YOUR OBJECTIVE
Filter the records down to the lines that hold the word "this", and copy each of those lines.

SUPPLIED DATA Block Start

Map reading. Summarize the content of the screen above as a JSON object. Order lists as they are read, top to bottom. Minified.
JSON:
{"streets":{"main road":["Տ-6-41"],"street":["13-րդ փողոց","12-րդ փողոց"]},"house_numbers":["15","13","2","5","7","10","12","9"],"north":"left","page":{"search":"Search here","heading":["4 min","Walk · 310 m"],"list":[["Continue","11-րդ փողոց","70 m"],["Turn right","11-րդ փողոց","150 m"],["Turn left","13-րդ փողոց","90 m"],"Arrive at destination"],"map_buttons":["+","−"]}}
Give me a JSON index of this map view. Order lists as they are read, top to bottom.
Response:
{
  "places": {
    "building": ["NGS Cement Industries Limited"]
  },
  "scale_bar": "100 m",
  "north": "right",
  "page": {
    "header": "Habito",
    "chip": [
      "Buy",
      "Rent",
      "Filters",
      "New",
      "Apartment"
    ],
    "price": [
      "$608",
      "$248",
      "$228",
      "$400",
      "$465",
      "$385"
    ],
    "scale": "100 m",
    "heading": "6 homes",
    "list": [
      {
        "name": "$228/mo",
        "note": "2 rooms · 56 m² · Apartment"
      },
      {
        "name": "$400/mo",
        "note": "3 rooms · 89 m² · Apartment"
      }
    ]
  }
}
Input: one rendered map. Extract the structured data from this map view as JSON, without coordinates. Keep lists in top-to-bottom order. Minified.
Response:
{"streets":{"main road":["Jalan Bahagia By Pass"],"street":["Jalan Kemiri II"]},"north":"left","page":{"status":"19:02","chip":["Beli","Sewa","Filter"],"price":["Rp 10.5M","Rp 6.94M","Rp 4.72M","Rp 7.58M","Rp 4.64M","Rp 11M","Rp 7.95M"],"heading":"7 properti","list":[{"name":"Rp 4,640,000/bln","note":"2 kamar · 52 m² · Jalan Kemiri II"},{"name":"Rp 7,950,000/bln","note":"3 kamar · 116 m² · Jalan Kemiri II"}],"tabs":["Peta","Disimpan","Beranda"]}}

SUPPLIED DATA Block End

WRITTEN ANSWER
Give me a JSON index of this map view. Order lists as they are read, top to bottom.
Input: one rendered map. Extract the structured data from this map view as JSON, without coordinates. Keep lists in top-to-bottom order. Minified.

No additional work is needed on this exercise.